Book The Self Illusion

    Book Details:
  • Author : Bruce Hood
  • Publisher : Oxford University Press
  • Release : 2012-06-15
  • ISBN : 0199969892
  • Pages : 368 pages

Download or read book The Self Illusion written by Bruce Hood and published by Oxford University Press. This book was released on 2012-06-15 with total page 368 pages. Available in PDF, EPUB and Kindle. Book excerpt: Most of us believe that we are unique and coherent individuals, but are we? The idea of a "self" has existed ever since humans began to live in groups and become sociable. Those who embrace the self as an individual in the West, or a member of the group in the East, feel fulfilled and purposeful. This experience seems incredibly real but a wealth of recent scientific evidence reveals that this notion of the independent, coherent self is an illusion - it is not what it seems. Reality as we perceive it is not something that objectively exists, but something that our brains construct from moment to moment, interpreting, summarizing, and substituting information along the way. Like a science fiction movie, we are living in a matrix that is our mind. In The Self Illusion, Dr. Bruce Hood reveals how the self emerges during childhood and how the architecture of the developing brain enables us to become social animals dependent on each other. He explains that self is the product of our relationships and interactions with others, and it exists only in our brains. The author argues, however, that though the self is an illusion, it is one that humans cannot live without. But things are changing as our technology develops and shapes society. The social bonds and relationships that used to take time and effort to form are now undergoing a revolution as we start to put our self online. Social networking activities such as blogging, Facebook, Linkedin and Twitter threaten to change the way we behave. Social networking is fast becoming socialization on steroids. The speed and ease at which we can form alliances and relationships is outstripping the same selection processes that shaped our self prior to the internet era. This book ventures into unchartered territory to explain how the idea of the self will never be the same again in the online social world.

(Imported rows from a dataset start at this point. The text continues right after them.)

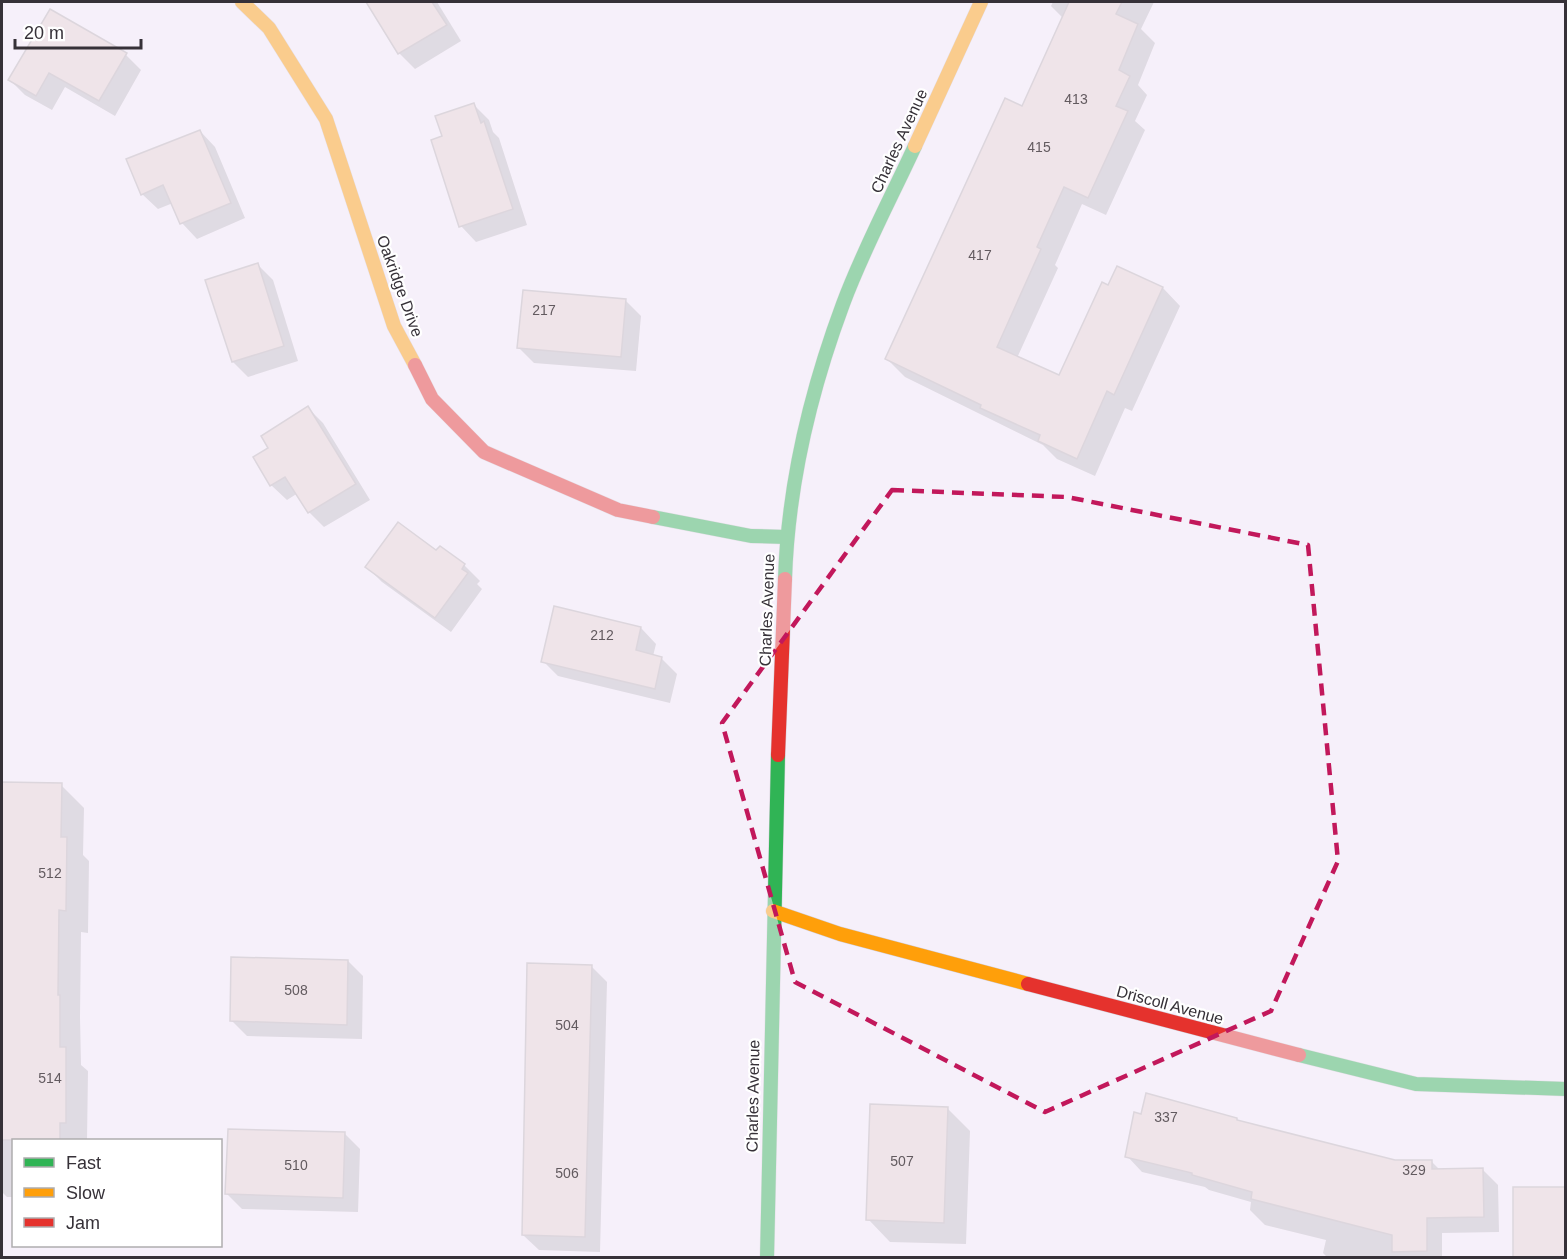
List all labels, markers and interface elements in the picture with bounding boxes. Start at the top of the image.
scale bar [15,12,141,50]
text: 20 m [24,23,64,43]
street label: Charles Avenue [867,86,931,196]
house number: 413 [1064,91,1088,107]
house number: 415 [1027,139,1051,155]
street label: Oakridge Drive [374,233,426,339]
house number: 417 [968,247,992,263]
house number: 217 [532,302,556,318]
street label: Charles Avenue [757,553,777,667]
house number: 212 [590,627,614,643]
house number: 512 [38,865,62,881]
house number: 508 [284,982,308,998]
street label: Driscoll Avenue [1115,983,1225,1027]
house number: 504 [555,1017,579,1033]
street label: Charles Avenue [744,1039,762,1152]
house number: 514 [38,1070,62,1086]
house number: 337 [1154,1109,1178,1125]
legend [12,1139,222,1247]
text: Fast [66,1153,101,1173]
house number: 507 [890,1153,914,1169]
house number: 510 [284,1157,308,1173]
house number: 329 [1402,1162,1426,1178]
house number: 506 [555,1165,579,1181]
text: Slow [66,1183,106,1203]
text: Jam [66,1213,100,1233]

Book The Knowledge Illusion

Download or read book The Knowledge Illusion written by Steven Sloman and published by Penguin. This book was released on 2017-03-14 with total page 304 pages. Available in PDF, EPUB and Kindle. Book excerpt: “The Knowledge Illusion is filled with insights on how we should deal with our individual ignorance and collective wisdom.” —Steven Pinker We all think we know more than we actually do. Humans have built hugely complex societies and technologies, but most of us don’t even know how a pen or a toilet works. How have we achieved so much despite understanding so little? Cognitive scientists Steven Sloman and Philip Fernbach argue that we survive and thrive despite our mental shortcomings because we live in a rich community of knowledge. The key to our intelligence lies in the people and things around us. We’re constantly drawing on information and expertise stored outside our heads: in our bodies, our environment, our possessions, and the community with which we interact—and usually we don’t even realize we’re doing it. The human mind is both brilliant and pathetic. We have mastered fire, created democratic institutions, stood on the moon, and sequenced our genome. And yet each of us is error prone, sometimes irrational, and often ignorant. The fundamentally communal nature of intelligence and knowledge explains why we often assume we know more than we really do, why political opinions and false beliefs are so hard to change, and why individual-oriented approaches to education and management frequently fail. But our collaborative minds also enable us to do amazing things. The Knowledge Illusion contends that true genius can be found in the ways we create intelligence using the community around us.

Book The End of Illusions

Download or read book The End of Illusions written by Andreas Reckwitz and published by John Wiley & Sons. This book was released on 2021-06-28 with total page 167 pages. Available in PDF, EPUB and Kindle. Book excerpt: We live in a time of great uncertainty about the future. Those heady days of the late twentieth century, when the end of the Cold War seemed to be ushering in a new and more optimistic age, now seem like a distant memory. During the last couple of decades, we’ve been battered by one crisis after another and the idea that humanity is on a progressive path to a better future seems like an illusion. It is only now that we can see clearly the real scope and structure of the profound shifts that Western societies have undergone over the last 30 years. Classical industrial society has been transformed into a late-modern society that is molded by polarization and paradoxes. The pervasive singularization of the social, the orientation toward the unique and exceptional, generates systematic asymmetries and disparities, and hence progress and unease go hand in hand. Reckwitz examines this dual structure of singularization and polarization as it plays itself out in the different sectors of our societies and, in so doing, he outlines the central structural features of the present: the new class society, the characteristics of a postindustrial economy, the conflict about culture and identity, the exhaustion of the self resulting from the imperative to seek authentic fulfillment, and the political crisis of liberalism. Building on his path-breaking work The Society of Singularities, this new book will be of great interest to students and scholars in sociology, politics, and the social sciences generally, and to anyone concerned with the great social and political issues of our time.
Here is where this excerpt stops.